I was sentenced to life imprisonment, but what His Honour Judge Sheerin did not know at that time was that he was giving me a life worth living. He was giving me time and space to find the ‘real me’, and not the ‘new me’ as Her Majesty’s Prison’s Offending Behaviour Programmes like to call it. Prison was not a re-invention of the old Mark Humphries, it was an uncovering of the person that had been in hiding since early childhood.

I do not blame my parents, my up-bringing or my ‘learning history’ for my actions even though they all played a part. I was the person that put a rolled up, lighted newspaper through the letterbox of an unknown (to me) person. I was the person that set fire to numerous other properties in the area, and I was the person that caused mayhem, panic and confusion for many – including the emergency services. And I am sure that when I handed myself into custody at Parkside Police Station in Cambridge there was more than one sigh of relief.

Our ‘learning history’ is not solely based on our education. It is the way that we live, move and have our being in society; in the community that we were raised in. Prior to prison I did not realise how much of an impact this had on my life; and it has on all our lives. ‘Learning history’ is the term used to describe the relationship that we, as individuals have with each aspect of our life. It lists our parents, and what our home-life was like. It discusses our extended family; Did we have contact with them? What were their influences on us? Who did we associate with? What were our friends like? It does list our education, and how well (or not) we coped with, and got on at school.

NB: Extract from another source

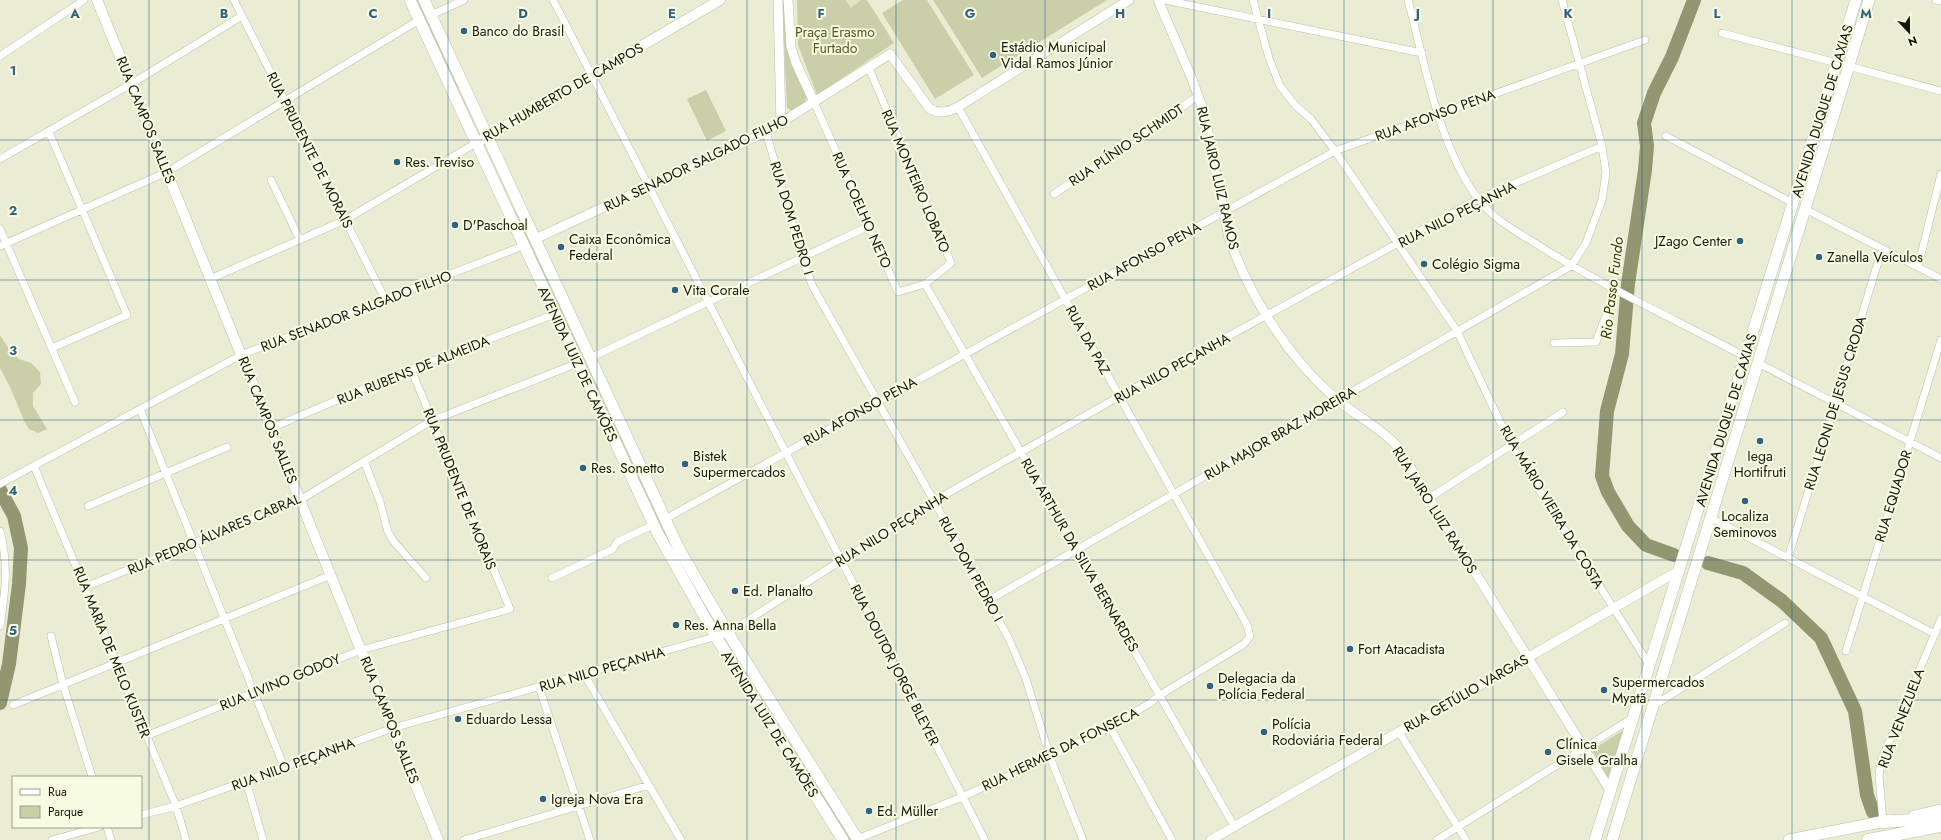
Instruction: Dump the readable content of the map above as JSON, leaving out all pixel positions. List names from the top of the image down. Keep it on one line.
{"streets":{"main road":["RUA HUMBERTO DE CAMPOS","AVENIDA DUQUE DE CAXIAS","RUA CAMPOS SALLES","AVENIDA LUIZ DE CAMÕES"],"street":["RUA AFONSO PENA","RUA PLÍNIO SCHMIDT","RUA PRUDENTE DE MORAIS","RUA SENADOR SALGADO FILHO","RUA JAIRO LUIZ RAMOS","RUA MONTEIRO LOBATO","RUA COELHO NETO","RUA NILO PEÇANHA","RUA DOM PEDRO I","RUA DA PAZ","RUA RUBENS DE ALMEIDA","RUA LEONI DE JESUS CRODA","RUA MAJOR BRAZ MOREIRA","RUA EQUADOR","RUA MÁRIO VIEIRA DA COSTA","RUA PEDRO ÁLVARES CABRAL","RUA ARTHUR DA SILVA BERNARDES","RUA MARIA DE MELO KUSTER","RUA DOUTOR JORGE BLEYER","RUA LIVINO GODOY","RUA GETÚLIO VARGAS","RUA VENEZUELA","RUA HERMES DA FONSECA"]},"crossings":[["RUA HUMBERTO DE CAMPOS","RUA CAMPOS SALLES"],["RUA HUMBERTO DE CAMPOS","RUA PRUDENTE DE MORAIS"],["RUA HUMBERTO DE CAMPOS","AVENIDA LUIZ DE CAMÕES"],["RUA HUMBERTO DE CAMPOS","RUA DOUTOR JORGE BLEYER"],["AVENIDA DUQUE DE CAXIAS","RUA JAIRO LUIZ RAMOS"],["AVENIDA DUQUE DE CAXIAS","RUA MÁRIO VIEIRA DA COSTA"],["AVENIDA DUQUE DE CAXIAS","RUA GETÚLIO VARGAS"],["RUA AFONSO PENA","RUA JAIRO LUIZ RAMOS"],["RUA AFONSO PENA","RUA DOM PEDRO I"],["RUA AFONSO PENA","RUA DA PAZ"],["RUA AFONSO PENA","AVENIDA LUIZ DE CAMÕES"],["RUA AFONSO PENA","RUA MÁRIO VIEIRA DA COSTA"],["RUA AFONSO PENA","RUA ARTHUR DA SILVA BERNARDES"],["RUA AFONSO PENA","RUA DOUTOR JORGE BLEYER"],["RUA CAMPOS SALLES","RUA SENADOR SALGADO FILHO"],["RUA CAMPOS SALLES","RUA NILO PEÇANHA"],["RUA CAMPOS SALLES","RUA RUBENS DE ALMEIDA"],["RUA CAMPOS SALLES","RUA PEDRO ÁLVARES CABRAL"],["RUA CAMPOS SALLES","RUA LIVINO GODOY"],["RUA PLÍNIO SCHMIDT","RUA JAIRO LUIZ RAMOS"],["RUA PRUDENTE DE MORAIS","RUA SENADOR SALGADO FILHO"],["RUA PRUDENTE DE MORAIS","RUA RUBENS DE ALMEIDA"],["RUA PRUDENTE DE MORAIS","RUA PEDRO ÁLVARES CABRAL"],["RUA PRUDENTE DE MORAIS","RUA LIVINO GODOY"],["RUA SENADOR SALGADO FILHO","RUA MONTEIRO LOBATO"],["RUA SENADOR SALGADO FILHO","RUA COELHO NETO"],["RUA SENADOR SALGADO FILHO","RUA DOM PEDRO I"],["RUA SENADOR SALGADO FILHO","RUA DA PAZ"],["RUA SENADOR SALGADO FILHO","AVENIDA LUIZ DE CAMÕES"],["RUA SENADOR SALGADO FILHO","RUA MARIA DE MELO KUSTER"],["RUA SENADOR SALGADO FILHO","RUA DOUTOR JORGE BLEYER"],["RUA JAIRO LUIZ RAMOS","RUA NILO PEÇANHA"],["RUA JAIRO LUIZ RAMOS","RUA MAJOR BRAZ MOREIRA"],["RUA JAIRO LUIZ RAMOS","RUA GETÚLIO VARGAS"],["RUA MONTEIRO LOBATO","RUA COELHO NETO"],["RUA MONTEIRO LOBATO","RUA ARTHUR DA SILVA BERNARDES"],["RUA COELHO NETO","RUA ARTHUR DA SILVA BERNARDES"],["RUA NILO PEÇANHA","RUA DOM PEDRO I"],["RUA NILO PEÇANHA","RUA DA PAZ"],["RUA NILO PEÇANHA","AVENIDA LUIZ DE CAMÕES"],["RUA NILO PEÇANHA","RUA MÁRIO VIEIRA DA COSTA"],["RUA NILO PEÇANHA","RUA ARTHUR DA SILVA BERNARDES"],["RUA NILO PEÇANHA","RUA MARIA DE MELO KUSTER"],["RUA NILO PEÇANHA","RUA DOUTOR JORGE BLEYER"],["RUA DOM PEDRO I","RUA MAJOR BRAZ MOREIRA"],["RUA DOM PEDRO I","RUA HERMES DA FONSECA"],["RUA DA PAZ","RUA MAJOR BRAZ MOREIRA"],["RUA DA PAZ","RUA HERMES DA FONSECA"],["AVENIDA LUIZ DE CAMÕES","RUA RUBENS DE ALMEIDA"],["AVENIDA LUIZ DE CAMÕES","RUA PEDRO ÁLVARES CABRAL"],["AVENIDA LUIZ DE CAMÕES","RUA HERMES DA FONSECA"],["RUA MAJOR BRAZ MOREIRA","RUA MÁRIO VIEIRA DA COSTA"],["RUA MAJOR BRAZ MOREIRA","RUA ARTHUR DA SILVA BERNARDES"],["RUA MÁRIO VIEIRA DA COSTA","RUA GETÚLIO VARGAS"],["RUA PEDRO ÁLVARES CABRAL","RUA MARIA DE MELO KUSTER"],["RUA ARTHUR DA SILVA BERNARDES","RUA GETÚLIO VARGAS"],["RUA ARTHUR DA SILVA BERNARDES","RUA HERMES DA FONSECA"],["RUA MARIA DE MELO KUSTER","RUA LIVINO GODOY"],["RUA DOUTOR JORGE BLEYER","RUA HERMES DA FONSECA"]],"water":["Rio Passo Fundo"],"parks":["Praça Erasmo Furtado"],"places":["Banco do Brasil","Estádio Municipal Vidal Ramos Júnior","Res. Treviso","D'Paschoal","JZago Center","Caixa Econômica Federal","Zanella Veículos","Colégio Sigma","Vita Corale","Iega Hortifruti","Bistek Supermercados","Res. Sonetto","Localiza Seminovos","Ed. Planalto","Res. Anna Bella","Fort Atacadista","Delegacia da Polícia Federal","Supermercados Myatã","Eduardo Lessa","Polícia Rodoviária Federal","Clínica Gisele Gralha","Igreja Nova Era","Ed. Müller"],"legend":["Rua","Parque"],"north":"bottom","grid":{"columns":["A","B","C","D","E","F","G","H","I","J","K","L","M"],"rows":["1","2","3","4","5"]}}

Looking at myself from this perspective was new. I thought of myself as an island in a mass of other islands. I was small and insignificant as a person, and what I did (criminal or not) did not matter. The spotlight of offending behaviour work in custody changed that. Not only did it show me as Mark Humphries the individual, it showed me as part of something much bigger; and it went on to say that my ripple of behaviour (good or bad) has an effect around those that I am connected with, and those that are connected with my connects and so on.

Self-realisation and self-reflection caused me to change who I was and the way that I saw myself. I was part of a community (a collection of people with a common unity); I had a worth and a valuable input into those around me. In prison this became deeper when I started to write.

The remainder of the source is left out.